▶ **Problem statement**:
Beginning with the first line below, please restate each line exactly, down to and including the line containing "filter:drop-shadow(0 0 2px".

(Dataset excerpts)

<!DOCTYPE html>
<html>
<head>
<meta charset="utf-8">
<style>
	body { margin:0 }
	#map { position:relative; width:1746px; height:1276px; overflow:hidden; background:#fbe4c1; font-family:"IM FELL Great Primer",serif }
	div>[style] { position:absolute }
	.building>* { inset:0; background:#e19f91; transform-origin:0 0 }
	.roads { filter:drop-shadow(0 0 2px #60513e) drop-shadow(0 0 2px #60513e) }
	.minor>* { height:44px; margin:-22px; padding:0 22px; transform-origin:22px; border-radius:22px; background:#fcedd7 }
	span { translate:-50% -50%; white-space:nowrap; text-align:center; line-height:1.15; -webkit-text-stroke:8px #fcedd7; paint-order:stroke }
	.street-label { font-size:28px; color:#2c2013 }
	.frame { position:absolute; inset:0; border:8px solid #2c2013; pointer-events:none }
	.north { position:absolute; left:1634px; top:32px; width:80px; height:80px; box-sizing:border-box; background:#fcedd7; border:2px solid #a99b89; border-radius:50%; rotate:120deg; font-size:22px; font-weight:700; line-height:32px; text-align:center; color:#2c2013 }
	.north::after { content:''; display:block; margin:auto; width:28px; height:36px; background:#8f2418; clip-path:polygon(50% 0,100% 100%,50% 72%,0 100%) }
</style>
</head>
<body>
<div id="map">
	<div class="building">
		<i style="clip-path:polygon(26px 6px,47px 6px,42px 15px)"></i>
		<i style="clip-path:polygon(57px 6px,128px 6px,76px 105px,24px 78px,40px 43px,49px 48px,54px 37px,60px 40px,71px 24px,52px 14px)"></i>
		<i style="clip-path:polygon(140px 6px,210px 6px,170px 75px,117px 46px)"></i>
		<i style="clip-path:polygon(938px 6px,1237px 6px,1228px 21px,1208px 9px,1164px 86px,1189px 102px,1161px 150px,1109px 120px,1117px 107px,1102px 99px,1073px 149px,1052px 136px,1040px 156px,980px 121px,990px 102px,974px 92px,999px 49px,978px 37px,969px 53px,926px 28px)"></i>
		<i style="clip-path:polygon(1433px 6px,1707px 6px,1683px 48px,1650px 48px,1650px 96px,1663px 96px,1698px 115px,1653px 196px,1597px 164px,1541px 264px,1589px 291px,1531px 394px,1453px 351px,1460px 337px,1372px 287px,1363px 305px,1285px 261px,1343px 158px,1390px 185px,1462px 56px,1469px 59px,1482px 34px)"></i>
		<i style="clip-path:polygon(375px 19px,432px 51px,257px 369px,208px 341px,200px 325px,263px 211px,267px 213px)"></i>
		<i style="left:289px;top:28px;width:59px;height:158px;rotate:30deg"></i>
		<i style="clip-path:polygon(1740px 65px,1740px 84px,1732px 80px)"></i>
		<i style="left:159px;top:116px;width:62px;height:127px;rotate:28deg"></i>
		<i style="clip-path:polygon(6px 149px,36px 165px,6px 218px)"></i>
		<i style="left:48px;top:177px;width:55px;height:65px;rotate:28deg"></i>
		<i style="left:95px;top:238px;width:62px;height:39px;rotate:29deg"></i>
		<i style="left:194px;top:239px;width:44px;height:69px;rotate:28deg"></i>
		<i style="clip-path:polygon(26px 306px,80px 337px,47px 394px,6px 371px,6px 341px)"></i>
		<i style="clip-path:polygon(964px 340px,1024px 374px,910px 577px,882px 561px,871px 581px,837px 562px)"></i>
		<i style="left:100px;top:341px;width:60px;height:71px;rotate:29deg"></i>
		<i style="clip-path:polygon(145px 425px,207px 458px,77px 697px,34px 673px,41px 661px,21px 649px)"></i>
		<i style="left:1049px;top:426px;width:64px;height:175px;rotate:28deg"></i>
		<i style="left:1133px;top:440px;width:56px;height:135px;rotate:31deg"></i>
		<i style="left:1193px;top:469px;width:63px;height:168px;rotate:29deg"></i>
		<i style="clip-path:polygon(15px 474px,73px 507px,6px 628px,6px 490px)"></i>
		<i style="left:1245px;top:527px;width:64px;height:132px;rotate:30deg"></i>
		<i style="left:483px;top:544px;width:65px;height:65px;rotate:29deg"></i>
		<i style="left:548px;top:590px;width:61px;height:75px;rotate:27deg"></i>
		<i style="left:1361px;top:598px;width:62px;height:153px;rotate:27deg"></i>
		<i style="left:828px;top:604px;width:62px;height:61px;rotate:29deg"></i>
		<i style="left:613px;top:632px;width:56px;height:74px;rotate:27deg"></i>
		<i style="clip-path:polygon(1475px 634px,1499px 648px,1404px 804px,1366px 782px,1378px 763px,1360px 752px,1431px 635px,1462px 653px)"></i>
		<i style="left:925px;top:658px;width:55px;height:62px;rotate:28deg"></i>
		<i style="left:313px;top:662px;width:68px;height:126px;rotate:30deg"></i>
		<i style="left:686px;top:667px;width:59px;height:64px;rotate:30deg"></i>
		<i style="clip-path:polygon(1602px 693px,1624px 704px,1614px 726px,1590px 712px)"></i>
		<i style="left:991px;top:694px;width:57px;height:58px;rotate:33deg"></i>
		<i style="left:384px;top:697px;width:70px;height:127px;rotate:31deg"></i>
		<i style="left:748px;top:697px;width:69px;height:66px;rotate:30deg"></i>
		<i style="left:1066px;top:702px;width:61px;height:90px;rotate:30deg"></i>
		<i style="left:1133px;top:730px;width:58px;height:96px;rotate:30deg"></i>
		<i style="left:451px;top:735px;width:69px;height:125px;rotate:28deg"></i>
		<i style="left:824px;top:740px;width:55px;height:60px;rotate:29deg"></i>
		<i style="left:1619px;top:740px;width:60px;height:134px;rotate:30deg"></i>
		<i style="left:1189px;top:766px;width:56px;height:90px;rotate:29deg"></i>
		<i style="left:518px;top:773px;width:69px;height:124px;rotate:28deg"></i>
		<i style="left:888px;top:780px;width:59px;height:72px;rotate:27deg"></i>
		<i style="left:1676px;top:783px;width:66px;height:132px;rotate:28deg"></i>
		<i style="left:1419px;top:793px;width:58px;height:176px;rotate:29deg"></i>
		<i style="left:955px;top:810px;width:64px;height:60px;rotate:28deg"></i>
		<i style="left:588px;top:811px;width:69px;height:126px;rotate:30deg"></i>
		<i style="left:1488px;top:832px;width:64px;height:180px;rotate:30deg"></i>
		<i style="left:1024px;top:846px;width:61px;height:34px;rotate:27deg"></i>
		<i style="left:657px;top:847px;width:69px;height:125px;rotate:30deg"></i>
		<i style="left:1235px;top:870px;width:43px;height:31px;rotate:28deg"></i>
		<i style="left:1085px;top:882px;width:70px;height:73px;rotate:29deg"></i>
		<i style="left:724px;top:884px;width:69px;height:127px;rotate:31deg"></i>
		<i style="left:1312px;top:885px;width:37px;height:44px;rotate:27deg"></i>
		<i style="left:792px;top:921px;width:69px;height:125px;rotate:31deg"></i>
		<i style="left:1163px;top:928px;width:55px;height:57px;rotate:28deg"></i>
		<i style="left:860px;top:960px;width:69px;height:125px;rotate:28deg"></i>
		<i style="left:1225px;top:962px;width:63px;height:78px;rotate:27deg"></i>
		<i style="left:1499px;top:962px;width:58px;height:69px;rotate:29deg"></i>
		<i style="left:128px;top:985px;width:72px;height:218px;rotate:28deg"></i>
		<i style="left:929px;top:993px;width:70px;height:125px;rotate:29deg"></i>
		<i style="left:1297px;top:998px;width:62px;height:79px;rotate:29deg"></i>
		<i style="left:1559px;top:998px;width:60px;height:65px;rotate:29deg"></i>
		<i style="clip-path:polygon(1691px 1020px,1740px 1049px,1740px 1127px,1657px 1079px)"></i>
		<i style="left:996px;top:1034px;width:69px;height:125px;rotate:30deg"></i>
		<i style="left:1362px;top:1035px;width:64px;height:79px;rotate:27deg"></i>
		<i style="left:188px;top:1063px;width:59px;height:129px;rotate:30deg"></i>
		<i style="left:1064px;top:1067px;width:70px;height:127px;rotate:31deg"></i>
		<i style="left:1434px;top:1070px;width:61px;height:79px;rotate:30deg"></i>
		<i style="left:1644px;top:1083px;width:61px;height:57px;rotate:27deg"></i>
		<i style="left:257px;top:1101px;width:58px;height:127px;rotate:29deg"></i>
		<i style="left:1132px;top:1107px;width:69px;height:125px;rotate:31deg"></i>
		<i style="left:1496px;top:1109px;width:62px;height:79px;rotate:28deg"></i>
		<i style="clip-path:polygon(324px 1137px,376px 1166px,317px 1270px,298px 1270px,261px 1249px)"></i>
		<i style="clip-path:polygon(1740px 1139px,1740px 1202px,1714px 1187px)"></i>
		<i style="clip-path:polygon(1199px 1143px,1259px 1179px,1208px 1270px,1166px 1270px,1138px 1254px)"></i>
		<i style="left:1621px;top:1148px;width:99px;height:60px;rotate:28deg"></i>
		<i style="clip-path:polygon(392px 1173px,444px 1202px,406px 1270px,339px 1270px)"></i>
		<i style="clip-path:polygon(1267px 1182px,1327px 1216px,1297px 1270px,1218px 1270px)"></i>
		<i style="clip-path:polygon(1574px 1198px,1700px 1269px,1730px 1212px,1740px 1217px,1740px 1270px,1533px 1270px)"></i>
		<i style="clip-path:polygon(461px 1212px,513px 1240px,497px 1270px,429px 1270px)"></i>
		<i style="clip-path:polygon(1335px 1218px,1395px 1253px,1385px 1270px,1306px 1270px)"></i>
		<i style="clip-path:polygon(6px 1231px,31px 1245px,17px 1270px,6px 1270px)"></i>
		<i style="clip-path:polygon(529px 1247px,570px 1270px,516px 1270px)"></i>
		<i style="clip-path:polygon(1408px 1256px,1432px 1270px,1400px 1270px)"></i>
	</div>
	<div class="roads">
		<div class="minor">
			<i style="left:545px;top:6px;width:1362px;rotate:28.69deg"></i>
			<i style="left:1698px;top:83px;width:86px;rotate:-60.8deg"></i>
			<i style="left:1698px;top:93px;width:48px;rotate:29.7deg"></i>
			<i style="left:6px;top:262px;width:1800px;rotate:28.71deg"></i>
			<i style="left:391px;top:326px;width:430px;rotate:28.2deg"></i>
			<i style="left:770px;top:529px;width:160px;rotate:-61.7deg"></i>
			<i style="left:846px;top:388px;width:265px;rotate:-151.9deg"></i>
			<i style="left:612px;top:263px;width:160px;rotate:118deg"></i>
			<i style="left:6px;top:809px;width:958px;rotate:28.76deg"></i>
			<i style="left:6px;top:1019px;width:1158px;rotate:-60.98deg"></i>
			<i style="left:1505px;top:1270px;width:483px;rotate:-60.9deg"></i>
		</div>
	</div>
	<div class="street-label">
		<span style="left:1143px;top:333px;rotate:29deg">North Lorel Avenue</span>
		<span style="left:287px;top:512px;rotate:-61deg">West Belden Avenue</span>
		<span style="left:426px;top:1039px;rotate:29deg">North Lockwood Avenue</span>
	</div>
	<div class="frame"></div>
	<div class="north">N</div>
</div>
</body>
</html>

▶ **Task answer**:
<!DOCTYPE html>
<html>
<head>
<meta charset="utf-8">
<style>
	body { margin:0 }
	#map { position:relative; width:1746px; height:1276px; overflow:hidden; background:#fbe4c1; font-family:"IM FELL Great Primer",serif }
	div>[style] { position:absolute }
	.building>* { inset:0; background:#e19f91; transform-origin:0 0 }
	.roads { filter:drop-shadow(0 0 2px #60513e) drop-shadow(0 0 2px #60513e) }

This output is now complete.